“There is neither Jew nor Gentile, neither slave nor free, nor is there male and female, for you are all one in Christ Jesus.” — Galatians 3:28 NIV
For my sixth birthday my parents bought me a brand new bicycle. It was a shiny metallic blue. It was dangerously fast. Unfortunately, after possessing it for only one week, it was stolen. A group of Mexican-American boys took it from me by force.
I was fearful of brown-skinned people for years after that incident, assuming they were all as likely to bully me as those boys. Of course, this was a negative bias I had developed out of limited experience. In time, I would make close friendships with many people of color.
Prejudice against others based on race, ethnicity, gender, or any other physical trait is a product of a fallen world. We forget too easily that all humans are made in God’s image, and this truth, all by itself, suggests we ought to treat everyone as sisters and brothers.

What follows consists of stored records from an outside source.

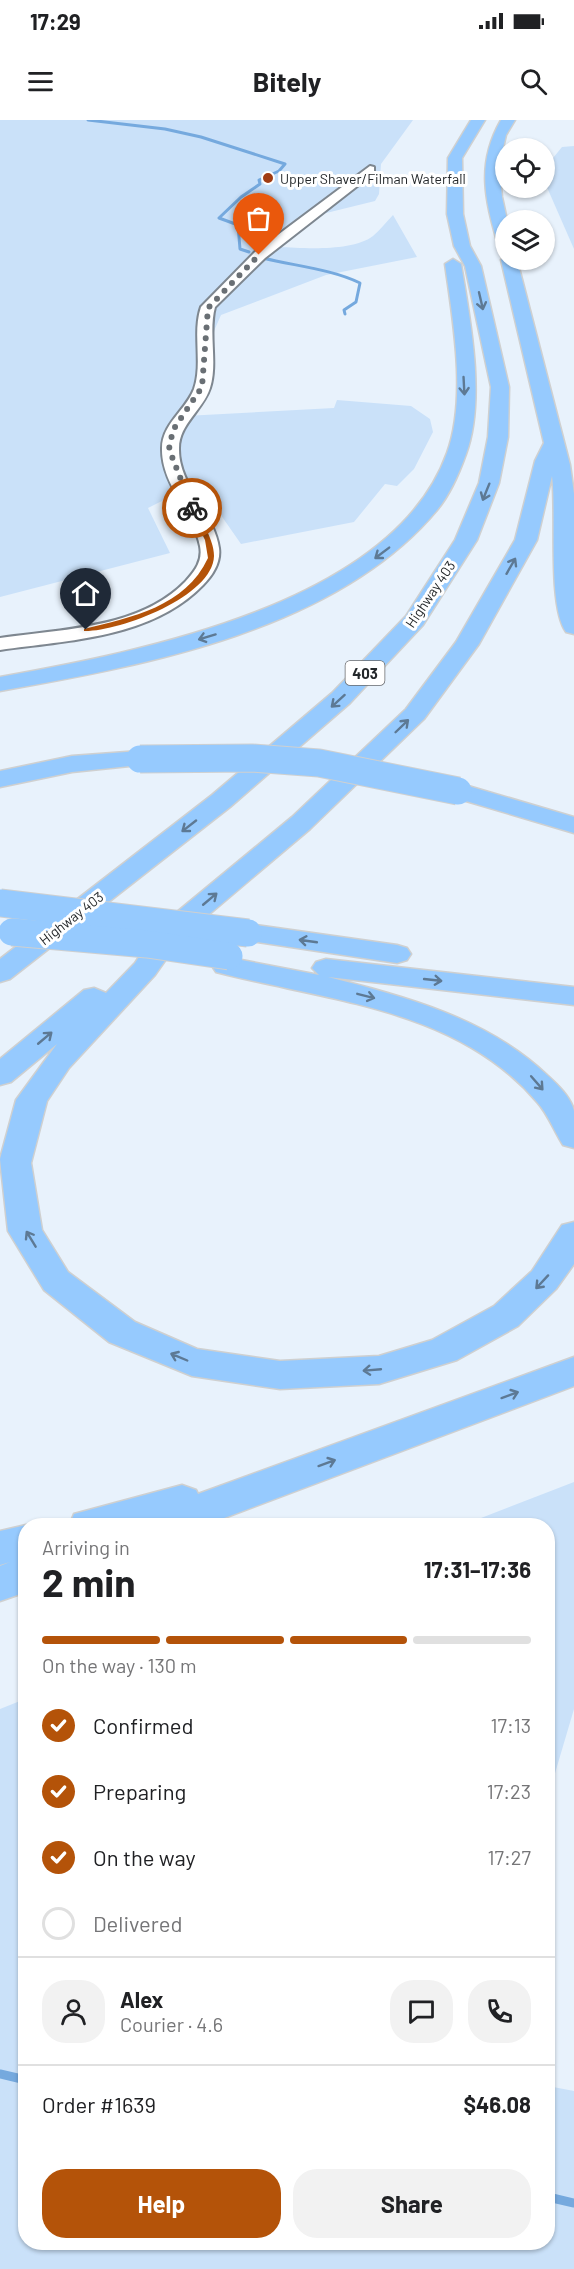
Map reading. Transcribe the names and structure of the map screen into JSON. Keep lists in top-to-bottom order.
{
  "streets": {
    "highway": ["Highway 403", "403"]
  },
  "places": ["Upper Shaver/Filman Waterfall"],
  "page": {
    "status": "17:29",
    "header": "Bitely",
    "heading": ["2 min", "Arriving in", "17:31–17:36"],
    "panel": [
      "Alex",
      "Courier · 4.6",
      "Order #1639",
      "$46.08"
    ],
    "bar": "On the way · 130 m",
    "list": [
      ["Confirmed", "17:13"],
      ["Preparing", "17:23"],
      ["On the way", "17:27"],
      "Delivered"
    ],
    "buttons": ["Help", "Share"]
  }
}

As a high school student, Martin Luther King Jr. wrote,
“My heart throbs anew in the hope that inspired by the example of Lincoln, imbued with the spirit of Christ, [America] will cast down the last barrier to perfect freedom, and I with my brother of blackest hue possessing at last my rightful heritage and holding my head erect, may stand beside the Saxon—a Negro—and yet a man!”*
Lord God, thank you for showing us mercy without partiality. Give us strength to seek perfect unity in Christ. Help us love each other as true equals. Amen.